Like, elder Sidereals are still going to seem like inhuman monsters to a lot of people, but that doesn't actually mean that they're out to stab you in the back for no reason.

Having a close friendship or romantic entanglement with someone from another faction is fraught, and has gotten significantly more so since the Empress disappeared and the Solar Resurgence happened, but it's like... Intended play? No one on any side of this actually wants to start killing or politically destroying their cross faction colleagues in earnest, because once that starts it will not stop, and you're pretty likely to be closer with specific individuals who don't share your politics than you are to everyone on your own faction.
 
I think the main thing I'd like to addressed along the lines of facilitating Anathema being active on the Blessed Isle and the broader threat of the wyld hunt in-general is some out of character clarification on why Measure the Wind exists as a spirit charm, in-part because I still remember this from Keychain of Creation as reflective of the kind of paranoia that there was around the Blessed Isle at the time it's not as bad but I do occasionally encounter Ex3 players who think it's extremely unfair that a low level spirit charm gets to 'out' their character.
 
Like, elder Sidereals are still going to seem like inhuman monsters to a lot of people, but that doesn't actually mean that they're out to stab you in the back for no reason.
Really, given how significant each Sidereal is and how close-knit the Fellowship is, if anything the greater danger is elder Sidereals being inhuman monsters backing you up against outsiders, in ways you might rather they didn't.
 
Really, given how significant each Sidereal is and how close-knit the Fellowship is, if anything the greater danger is elder Sidereals being inhuman monsters backing you up against outsiders, in ways you might rather they didn't.
This is literally like, two of the examples Fangs at the Gate gives about how an attempt at bridging the gap between the Sidereal and Lunar Hosts keeps going wrong, too.

Article:
HISTORIES OF BETRAYAL

Shortly after the Usurpation, a handful of Lunar and Sidereal moderates met on the tomb-isle Lament, hoping to broker peace. The summit became a bloodbath when Radhika Stormswift and her Circle, unwilling to forgive the Five-Score Fellowship, swooped in and attacked. The Sidereals, believing the summit had been a trap all along, counterattacked indiscriminately as they fled, slaying the lead Lunar peacemaker, Onuava Doom-Eye.

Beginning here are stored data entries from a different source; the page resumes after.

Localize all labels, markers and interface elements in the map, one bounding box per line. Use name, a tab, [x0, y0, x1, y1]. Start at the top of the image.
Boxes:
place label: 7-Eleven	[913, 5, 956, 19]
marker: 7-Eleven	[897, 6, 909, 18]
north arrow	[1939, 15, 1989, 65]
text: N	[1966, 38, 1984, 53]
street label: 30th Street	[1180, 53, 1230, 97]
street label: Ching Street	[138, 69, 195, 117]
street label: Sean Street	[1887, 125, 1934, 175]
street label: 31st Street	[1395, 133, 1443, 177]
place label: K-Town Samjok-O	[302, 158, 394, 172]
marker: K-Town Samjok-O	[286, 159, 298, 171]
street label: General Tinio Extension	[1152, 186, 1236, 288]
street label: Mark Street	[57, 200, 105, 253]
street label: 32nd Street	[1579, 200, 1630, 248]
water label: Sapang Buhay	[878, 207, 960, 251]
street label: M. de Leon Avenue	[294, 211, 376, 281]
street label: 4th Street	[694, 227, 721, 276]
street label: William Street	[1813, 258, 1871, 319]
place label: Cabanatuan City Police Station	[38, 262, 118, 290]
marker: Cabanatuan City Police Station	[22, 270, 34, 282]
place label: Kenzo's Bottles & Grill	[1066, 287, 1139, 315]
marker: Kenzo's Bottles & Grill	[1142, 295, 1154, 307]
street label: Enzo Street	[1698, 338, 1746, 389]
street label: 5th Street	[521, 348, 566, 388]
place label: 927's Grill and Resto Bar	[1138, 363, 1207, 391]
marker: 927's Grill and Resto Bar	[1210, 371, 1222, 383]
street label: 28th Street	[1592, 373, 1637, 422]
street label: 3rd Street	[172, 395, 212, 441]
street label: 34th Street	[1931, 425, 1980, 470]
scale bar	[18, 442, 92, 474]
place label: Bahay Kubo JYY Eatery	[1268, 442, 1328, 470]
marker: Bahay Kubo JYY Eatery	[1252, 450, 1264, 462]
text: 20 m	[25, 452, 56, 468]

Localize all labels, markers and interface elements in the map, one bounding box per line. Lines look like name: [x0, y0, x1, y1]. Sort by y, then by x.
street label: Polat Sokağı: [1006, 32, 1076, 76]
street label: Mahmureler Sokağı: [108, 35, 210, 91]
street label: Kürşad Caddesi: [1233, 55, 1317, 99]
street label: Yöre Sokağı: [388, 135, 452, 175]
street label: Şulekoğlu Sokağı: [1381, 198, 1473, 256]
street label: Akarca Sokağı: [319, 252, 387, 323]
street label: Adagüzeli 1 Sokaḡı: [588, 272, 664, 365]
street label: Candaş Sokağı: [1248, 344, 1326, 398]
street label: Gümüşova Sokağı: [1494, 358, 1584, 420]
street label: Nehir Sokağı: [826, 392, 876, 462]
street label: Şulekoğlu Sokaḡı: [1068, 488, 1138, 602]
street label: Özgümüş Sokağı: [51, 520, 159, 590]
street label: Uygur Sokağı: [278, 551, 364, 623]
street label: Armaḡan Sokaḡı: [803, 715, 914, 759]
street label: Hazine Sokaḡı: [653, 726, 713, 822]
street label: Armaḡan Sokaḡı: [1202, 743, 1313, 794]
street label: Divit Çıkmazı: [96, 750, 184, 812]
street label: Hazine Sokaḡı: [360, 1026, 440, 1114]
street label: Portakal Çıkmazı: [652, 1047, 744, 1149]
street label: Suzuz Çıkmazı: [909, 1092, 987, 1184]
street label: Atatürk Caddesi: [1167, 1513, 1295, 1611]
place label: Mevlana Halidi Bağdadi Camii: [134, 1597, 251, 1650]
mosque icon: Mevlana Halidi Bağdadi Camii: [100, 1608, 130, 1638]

When a trio of open-minded young Sidereals began discussing peace with Stone Drum Nkembe, their mentor Honeyed Indigo — anticipating betrayal from the shahan-ya — accompanied them to a diplomatic summit, professing feigned sympathy with their cause. His preemptive strike fatally wounded Nkembe; two of Indigo's juniors fell in line, though the last fled and ultimately resigned from the Bureau of Destiny. Nkembe's surviving adherents still seek vengeance against all involved.

Upon learning of Rukhsara-Who-Remembers unlikely friendship with the raksha-hunter Key Spiral. Feather Drenched in the Blood of the Fallen saw an opportunity to thin the Sidereals ranks. She borrowed Rukhsara's face, lured Key Spiral into her confidences, and killed him.
Source: Lunars: Fangs at the Gate pg.49


I think the main thing I'd like to addressed along the lines of facilitating Anathema being active on the Blessed Isle and the broader threat of the wyld hunt in-general is some out of character clarification on why Measure the Wind exists as a spirit charm, in-part because I still remember this from Keychain of Creation as reflective of the kind of paranoia that there was around the Blessed Isle at the time it's not as bad but I do occasionally encounter Ex3 players who think it's extremely unfair that a low level spirit charm gets to 'out' their character.

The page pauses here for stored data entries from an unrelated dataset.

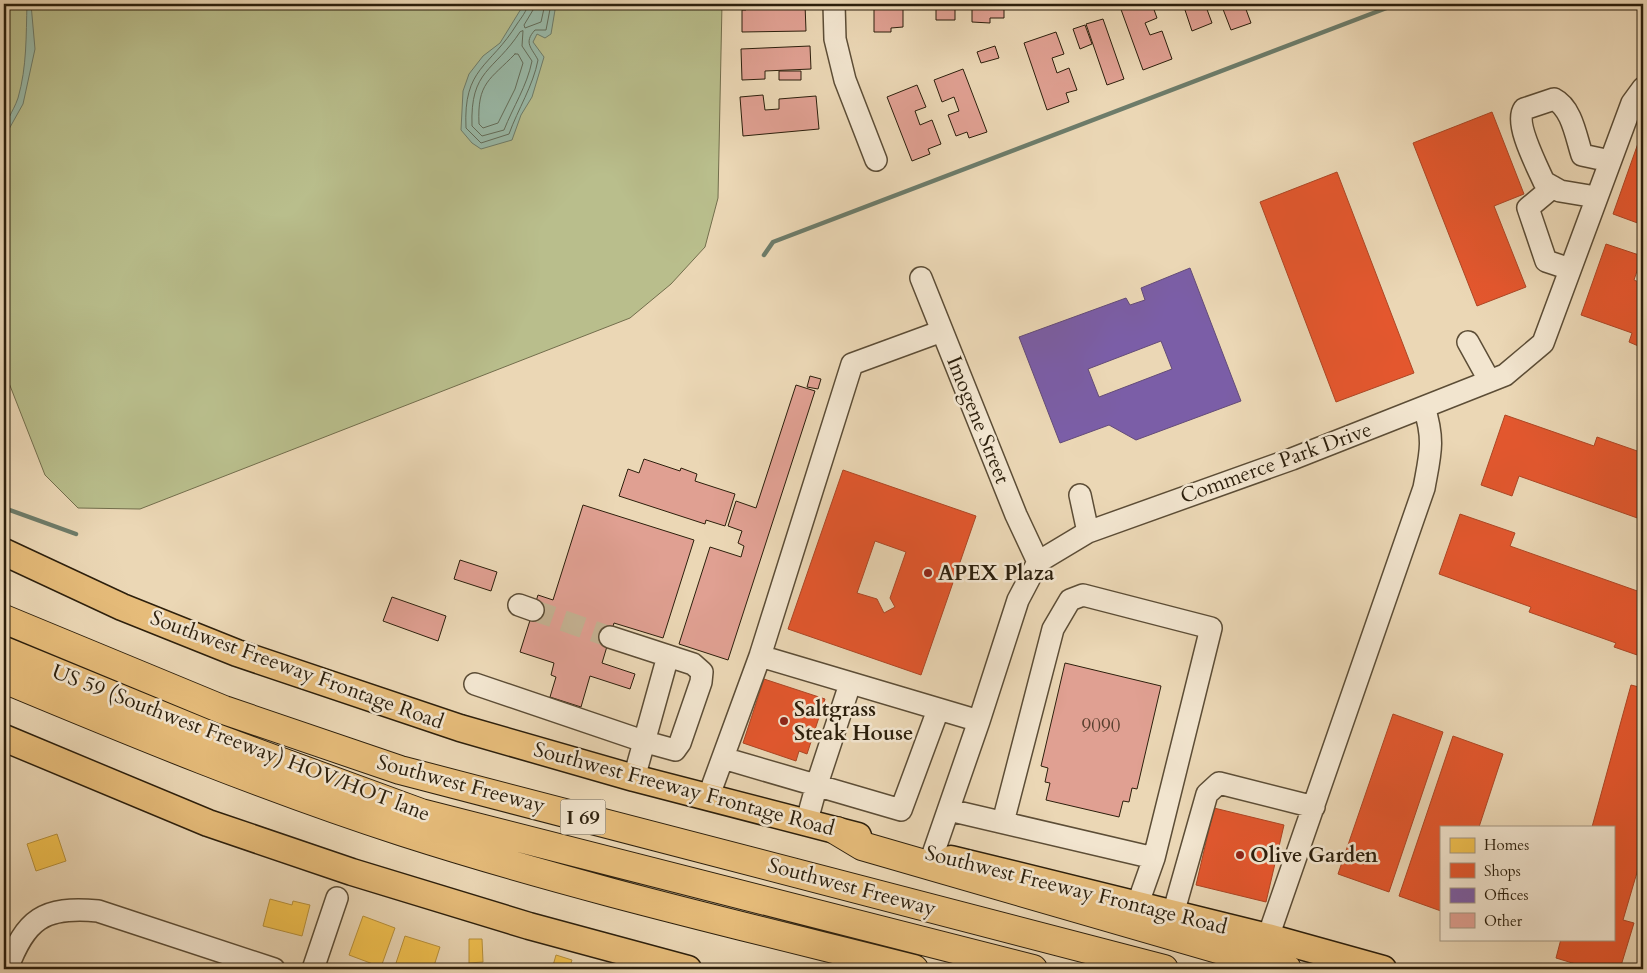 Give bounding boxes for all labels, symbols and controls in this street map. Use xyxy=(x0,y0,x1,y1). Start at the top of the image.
street label: Imogene Street xyxy=(939,352,1017,488)
street label: Commerce Park Drive xyxy=(1176,415,1376,511)
place label: APEX Plaza xyxy=(938,559,1055,588)
marker: APEX Plaza xyxy=(922,567,934,579)
street label: Southwest Freeway Frontage Road xyxy=(146,603,448,737)
street label: US 59 (Southwest Freeway) HOV/HOT lane xyxy=(48,657,434,829)
place label: Saltgrass Steak House xyxy=(794,695,913,748)
house number: 9090 xyxy=(1082,713,1121,739)
marker: Saltgrass Steak House xyxy=(778,715,790,727)
street label: Southwest Freeway Frontage Road xyxy=(530,735,838,843)
street label: Southwest Freeway xyxy=(374,748,548,820)
road number: I 69 xyxy=(560,800,606,834)
legend xyxy=(1440,826,1614,940)
text: Homes xyxy=(1484,835,1529,855)
street label: Southwest Freeway Frontage Road xyxy=(922,838,1230,942)
place label: Olive Garden xyxy=(1250,841,1378,870)
marker: Olive Garden xyxy=(1234,849,1246,861)
street label: Southwest Freeway xyxy=(765,851,939,923)
text: Shops xyxy=(1484,861,1521,881)
text: Offices xyxy=(1484,885,1529,905)
text: Other xyxy=(1484,911,1523,931)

To provide a quote for this, while I'm here:

Article:
Measure the Wind enables a spirit to measure someone's "nature." This reveals, broadly, what the individual is—a mortal, a demon, another god, a denizen of the Wyld, and so forth. If an Exalt is scrutinized, Measure the Wind provides a strong "feeling" of their patron, allowing the Charm to tell a Solar from a Dragon-Blooded (and, incidentally, to tell what Elemental Dragon or Maiden a Terrestrial or Sidereal derives from, although the Castes and Aspects of other Exalts remain indistinguishable to the Charm). Measure the Wind can pierce mundane disguises, but not any deception created or reinforced by Essence, such as Solar Larceny Charms or Lunar shapeshifting
Source: Ex3 Core pg.509


That last line means that it is incredibly easy to fool with as low a barrier as like, having spent so much as a single mote on a larceny excellency to disguise yourself, or using any charm whatsoever to blend in or make yourself seem like a mortal.
 
This is literally like, two of the examples Fangs at the Gate gives about how an attempt at bridging the gap between the Sidereal and Lunar Hosts keeps going wrong, too.

*scribbles down notes, because one of my Sidereal characters explicitly wants to bridge the gap with the Lunars, at the very least to try and deal with (what he views as) Creation-scale threats like the Deathlords*
 
*scribbles down notes, because one of my Sidereal characters explicitly wants to bridge the gap with the Lunars, at the very least to try and deal with (what he views as) Creation-scale threats like the Deathlords*
It's basically just like, all of the elders on both sides have been burned so many times and there's so much bad blood at this point from all ages that it's genuinely really difficult to make things work.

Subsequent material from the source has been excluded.